After a divorce, the parents may find it is in the child’s best interest to be legally and physically active in their child’s life. Legal custody gives a parent the authority over significant decisions for the child. If both parents have legal custody, they must communicate and negotiate the decisions together. Similarly, one parent can oversee health and medical care while the other makes decisions concerning education and religion. It depends on your joint custody agreement.
On the other hand, the child will be physically residing with the parent who has physical custody. If both parents have joint physical custody, the child could be moving from home-to-home contingent on the schedule in the parental responsibility plan.

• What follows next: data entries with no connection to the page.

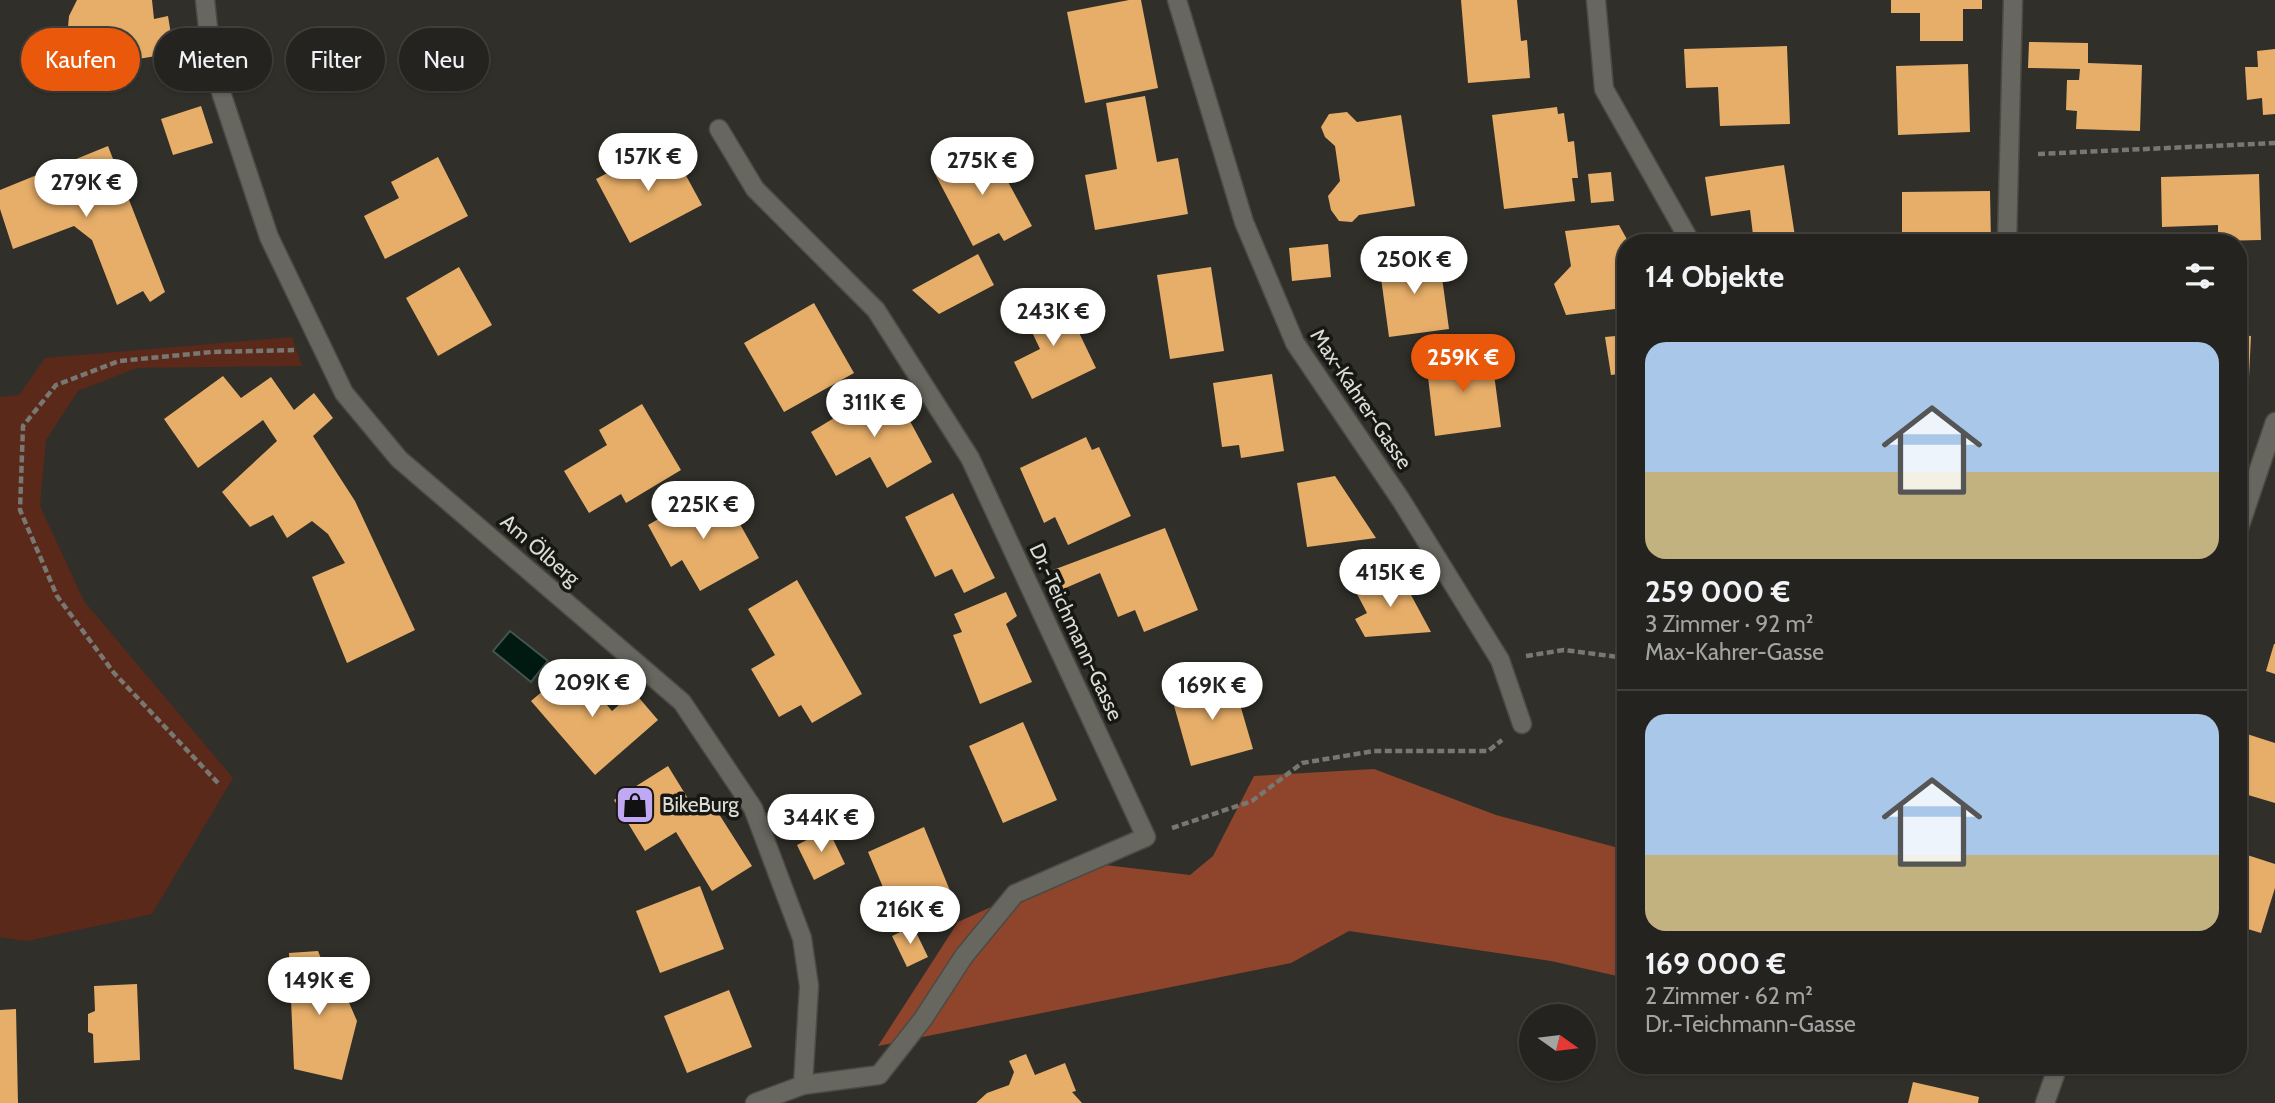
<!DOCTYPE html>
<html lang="de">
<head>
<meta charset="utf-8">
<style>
	body { margin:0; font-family:Cabin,sans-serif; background:#2c2b28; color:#f1f3f6; height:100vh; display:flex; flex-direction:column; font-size:26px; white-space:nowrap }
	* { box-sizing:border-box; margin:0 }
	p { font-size:23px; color:#a3a4a4 }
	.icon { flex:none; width:38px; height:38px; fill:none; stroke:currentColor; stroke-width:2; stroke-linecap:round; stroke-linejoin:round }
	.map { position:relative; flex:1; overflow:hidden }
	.panel { position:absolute; left:1617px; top:234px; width:630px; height:840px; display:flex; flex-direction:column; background:#24231f; border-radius:28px; box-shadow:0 2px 5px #0004,0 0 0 2px #41403d }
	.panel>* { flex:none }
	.top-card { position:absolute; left:21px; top:28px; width:665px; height:63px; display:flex; gap:14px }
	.needle { width:46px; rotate:104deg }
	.tools { position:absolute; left:1519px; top:1004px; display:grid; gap:14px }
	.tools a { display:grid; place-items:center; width:77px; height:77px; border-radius:50%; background:#24231f; box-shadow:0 2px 5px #0004,0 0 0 2px #41403d; font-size:35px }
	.price { position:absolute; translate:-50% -60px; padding:0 16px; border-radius:24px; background:#fff; color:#222; font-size:23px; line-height:46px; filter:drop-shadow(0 2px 4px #0008) }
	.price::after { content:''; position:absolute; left:50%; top:42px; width:21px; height:16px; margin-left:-10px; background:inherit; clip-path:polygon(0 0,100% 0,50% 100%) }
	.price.current { background:#ea580c; color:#fff }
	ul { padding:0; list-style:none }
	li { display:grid; align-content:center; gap:14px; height:371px; padding:0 28px }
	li+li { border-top:2px solid #41403d }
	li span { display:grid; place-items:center; height:217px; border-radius:21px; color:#555 }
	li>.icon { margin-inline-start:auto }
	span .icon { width:126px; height:126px; fill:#fffc; stroke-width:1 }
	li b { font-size:30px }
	h2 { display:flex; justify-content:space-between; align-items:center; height:84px; padding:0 28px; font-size:30px }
	.tag { padding:0 24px; border-radius:32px; background:#24231f; box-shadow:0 2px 5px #0004,0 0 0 2px #41403d; font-size:24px; line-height:63px }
	.tag.current { background:#ea580c; color:#fff }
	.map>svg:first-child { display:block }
</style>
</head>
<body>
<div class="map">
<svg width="2275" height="1103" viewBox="0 0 2275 1103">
	<rect width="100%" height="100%" fill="#302f29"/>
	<path fill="#5a291a" d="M292,337L302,366L137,368L78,391L46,440L40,506L84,601L233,778L152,914L27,941L0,937V397L19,395L45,358Z"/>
	<path fill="#8f442c" d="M1374,769L1496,815L1626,850V978L1551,961L1349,931L1291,963L878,1046L958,922L1088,863L1190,875L1213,856L1254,776Z"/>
	<path fill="#001a11" stroke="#42544c" stroke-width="2" d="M510,631L548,661L531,682L493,651Z"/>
	<g fill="#e7ae69">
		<path d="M77,0H152L154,19L168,16L174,53L114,63L102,33L67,38L69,16Z"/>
		<path d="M1129,0H1141L1158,88L1085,103L1067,12Z"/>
		<path d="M1461,0H1517L1521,41L1527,40L1530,78L1468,83Z"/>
		<path d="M1891,0H1982V9H1963V41H1920V13H1891Z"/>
		<path d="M2029,42L2088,43V63L2142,65L2140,131L2076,129L2077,111L2066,110L2067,80H2079L2080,69L2028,68Z"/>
		<path d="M1787,46L1790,124L1720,126L1718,87L1686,88L1684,49Z"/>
		<path d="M2275,49V114L2263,115L2262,98L2247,100L2245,67H2258L2257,51Z"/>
		<path d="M1968,64L1970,132L1898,135L1896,66Z"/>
		<path d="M1145,96L1157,162L1178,158L1188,214L1095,230L1085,175L1117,169L1106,103Z"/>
		<path d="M201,106L213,143L173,155L161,119Z"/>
		<path d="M1557,107L1558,114L1564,113L1568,142L1574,141L1578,178H1572L1575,201L1504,209L1492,115Z"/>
		<path d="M1347,112L1357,122L1401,115L1415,206L1359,215L1352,222L1339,221L1331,210L1328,196L1340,181L1335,146L1325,137L1321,127L1329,114Z"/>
		<path d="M664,143L679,172L683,170L702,205L630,243L596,179Z"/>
		<path d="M987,143L1032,226L1004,241L999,233L973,246L934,172Z"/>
		<path d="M108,146L165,292L150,302L143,291L117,305L92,240L74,226L13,249L0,209V190Z"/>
		<path d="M438,157L468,216L385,259L364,216L399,198L391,182Z"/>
		<path d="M1784,165L1796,243H1754L1750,210L1711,216L1705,177Z"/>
		<path d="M1611,172L1614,201L1591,203L1588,174Z"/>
		<path d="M2259,174L2261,240L2218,241V225L2162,227L2161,177Z"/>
		<path d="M1990,191L1991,243H1902V192Z"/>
		<path d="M1619,225L1629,243H1626V311L1623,308L1566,315L1554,284L1571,266L1565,231Z"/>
		<path d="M1328,244L1331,277L1292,281L1289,248Z"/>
		<path d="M978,254L994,285L939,314L912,290Z"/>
		<path d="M1439,255L1449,329L1389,337L1379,263Z"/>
		<path d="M459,267L492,325L438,356L406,298Z"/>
		<path d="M1211,267L1224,351L1170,359L1157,275Z"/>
		<path d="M1060,293L1096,368L1032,399L1014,362L1040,349L1022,311Z"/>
		<path d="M814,303L854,373L784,412L744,343Z"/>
		<path d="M1626,335V373L1611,375L1605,337Z"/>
		<path d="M2238,335L2251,336L2249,377H2238Z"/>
		<path d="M1491,351L1501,427L1435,436L1426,360Z"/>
		<path d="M1272,374L1284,451L1241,458L1239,445L1222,447L1213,383Z"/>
		<path d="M223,376L241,398L271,377L294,410L314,393L333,418L313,436L355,501L415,630L347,663L312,577L345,563L328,534L312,521L287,538L273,515L250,527L222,492L277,441L263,420L198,468L164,419Z"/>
		<path d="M890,384L932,462L887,488L870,457L836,476L811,432Z"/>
		<path d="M642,404L681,470L626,503L621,494L589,513L564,471L607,445L599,430Z"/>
		<path d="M1086,437L1092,450L1099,447L1131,516L1068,545L1055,517L1044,523L1020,468Z"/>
		<path d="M1335,476L1376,538L1307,547L1297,483Z"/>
		<path d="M707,491L725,524L736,517L759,558L700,591L682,560L671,567L648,525Z"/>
		<path d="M953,493L995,578L964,593L952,569L935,577L905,517Z"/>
		<path d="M1165,528L1198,610L1144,632L1135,610L1118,617L1100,573L1061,590L1053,570Z"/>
		<path d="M1397,569L1431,632L1365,637L1355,619L1367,613L1356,592Z"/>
		<path d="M797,580L862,694L812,723L801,705L779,717L751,669L775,655L748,609Z"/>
		<path d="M1006,592L1017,616L1006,624L1032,682L980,704L953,635L962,632L954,614Z"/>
		<path d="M2274,644H2275V674L2266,671Z"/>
		<path d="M573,665L612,711L634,692L658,720L595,775L531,701Z"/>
		<path d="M1232,677L1253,749L1191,766L1171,695Z"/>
		<path d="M1023,722L1057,800L1003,823L969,746Z"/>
		<path d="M2247,734L2275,743V803L2238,792V736Z"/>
		<path d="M1624,735H1626V782L1616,781Z"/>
		<path d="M668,766L695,810L710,800L752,866L712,891L676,832L645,851L614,800Z"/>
		<path d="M924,827L955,903L900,927L868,852Z"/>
		<path d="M828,829L845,864L814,880L797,845Z"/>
		<path d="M2238,852L2275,864V888L2261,933L2238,926Z"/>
		<path d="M700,886L724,949L660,973L636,911Z"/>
		<path d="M913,926L928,957L907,967L892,936Z"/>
		<path d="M318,951L326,971L334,968L357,1021L342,1080L294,1069L289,953Z"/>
		<path d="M137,984L140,1060L94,1063L93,1034L88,1032V1014L95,1011L94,986Z"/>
		<path d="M729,990L752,1047L687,1073L664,1016Z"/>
		<path d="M16,1009L18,1103H0V1010Z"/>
		<path d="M1026,1054L1035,1075L1065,1063L1076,1091L1072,1092L1082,1103H976L987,1093L1009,1085L1014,1072L1009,1061Z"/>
		<path d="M1913,1082L1979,1097L1978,1103H1908Z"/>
	</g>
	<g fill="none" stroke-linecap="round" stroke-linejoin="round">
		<g stroke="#4b4a45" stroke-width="21">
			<g id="street">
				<path d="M205,0L212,65L269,237L344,393L399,459L682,702L753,808L802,938L809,986L803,1085L755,1103"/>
				<path d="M1177,0L1244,222L1295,343L1401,500L1500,660L1522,724"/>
				<path d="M1596,0L1604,89L1691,243"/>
				<path d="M719,129L755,189L876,310L970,458L1146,837L1015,894L964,956L923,1019L879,1075L803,1085"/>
				<path d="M2007,243L2013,0"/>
				<path d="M2238,531L2275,422"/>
				<path d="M2045,1103L2058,1066"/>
			</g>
		</g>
		<g stroke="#787771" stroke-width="4.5" stroke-dasharray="7 3.5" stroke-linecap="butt">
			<path d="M2038,154L2275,143"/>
			<path d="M1526,656L1564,650L1626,658"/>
			<path d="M218,783L114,673L57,596L20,510L23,426L56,385L119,361L212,352L294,350"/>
			<path d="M1172,828L1252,801L1302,763L1374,751H1488L1502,740"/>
		</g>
		<use href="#street" stroke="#67665f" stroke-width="18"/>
	</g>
	<defs>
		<g id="shop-square" transform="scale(2.0125)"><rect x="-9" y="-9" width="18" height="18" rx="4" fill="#c1a8f3" stroke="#171714"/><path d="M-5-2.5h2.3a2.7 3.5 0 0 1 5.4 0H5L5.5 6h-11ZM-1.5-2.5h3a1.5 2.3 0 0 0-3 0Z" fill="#111"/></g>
	</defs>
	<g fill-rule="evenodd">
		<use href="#shop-square" x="635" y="805"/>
	</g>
	<g text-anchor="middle" stroke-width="7" stroke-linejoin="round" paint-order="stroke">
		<g font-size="21" fill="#dcdcd7" stroke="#171714">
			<text transform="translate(1361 399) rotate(56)" y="7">Max-Kahrer-Gasse</text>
			<text transform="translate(540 550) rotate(41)" y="7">Am Ölberg</text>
			<text transform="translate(1076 632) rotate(65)" y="7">Dr.-Teichmann-Gasse</text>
		</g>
		<g font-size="21" fill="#dcdcd7" stroke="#171714" text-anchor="start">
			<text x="662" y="812">BikeBurg</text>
		</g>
	</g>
</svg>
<div class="tools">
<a><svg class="needle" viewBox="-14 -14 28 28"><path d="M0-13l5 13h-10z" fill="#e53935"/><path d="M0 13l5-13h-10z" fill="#a3a4a4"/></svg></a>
</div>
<b class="price" style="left:648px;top:193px">157K €</b>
<b class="price" style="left:982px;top:197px">275K €</b>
<b class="price" style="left:86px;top:219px">279K €</b>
<b class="price" style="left:1414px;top:296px">250K €</b>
<b class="price" style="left:1053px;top:348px">243K €</b>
<b class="price current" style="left:1463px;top:394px">259K €</b>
<b class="price" style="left:874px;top:439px">311K €</b>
<b class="price" style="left:703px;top:541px">225K €</b>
<b class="price" style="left:1390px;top:609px">415K €</b>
<b class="price" style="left:592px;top:719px">209K €</b>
<b class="price" style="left:1212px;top:722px">169K €</b>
<b class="price" style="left:821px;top:854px">344K €</b>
<b class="price" style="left:910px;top:946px">216K €</b>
<b class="price" style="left:319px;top:1017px">149K €</b>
<div class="top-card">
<a class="tag current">Kaufen</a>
<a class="tag">Mieten</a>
<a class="tag">Filter</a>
<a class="tag">Neu</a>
</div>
<section class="panel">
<h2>14 Objekte<svg class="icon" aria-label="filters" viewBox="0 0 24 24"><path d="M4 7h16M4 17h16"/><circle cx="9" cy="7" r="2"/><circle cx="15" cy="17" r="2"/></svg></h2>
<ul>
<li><span style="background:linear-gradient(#a9c7e8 60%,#c2b280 0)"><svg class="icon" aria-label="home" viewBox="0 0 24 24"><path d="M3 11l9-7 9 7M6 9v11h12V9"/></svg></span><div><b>259 000 €</b><p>3 Zimmer · 92 m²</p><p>Max-Kahrer-Gasse</p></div></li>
<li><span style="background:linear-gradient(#a9c7e8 65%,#c2b280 0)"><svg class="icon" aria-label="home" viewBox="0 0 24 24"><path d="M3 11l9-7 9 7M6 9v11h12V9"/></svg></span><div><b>169 000 €</b><p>2 Zimmer · 62 m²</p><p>Dr.-Teichmann-Gasse</p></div></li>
</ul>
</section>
</div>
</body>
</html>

What is a parental responsibility plan?
When you and your former spouse have agreed on maintaining joint custody, you must collaborate and create a proposed parenting plan. It becomes your child custody contract. The parenting plan will detail how the parents will share custody of the child. It should include:
- The specific major decisions each parent has authority over
- The parental obligations of each parent to cooperate and collaborate effectively for their child’s best interests
- A schedule of physical residence of the child, including visitation and custody schedules
- A dispute resolution provision
- A provision that addresses a parent’s failure to fulfill parental obligations
- A provision that deals with accommodating the child’s changing needs as the child matures
- A provision that aims to minimize the child’s exposure to parental conflict
Obtaining joint custody does not mean you have equal parenting time with your child. What matters to the court is that the child has regular and continuing contact with each parent. The Connecticut Family Court must approve the plan before it can be legally enforceable.
What if I want more time with my child?
You can request a modification if you already have a parenting plan but want to revise the schedule. It would help if you communicated your intentions to the other parent first so you can both negotiate on the most favorable terms. You can discuss your concerns with your spouse with the assistance of a mediator or facilitator to help minimize conflict.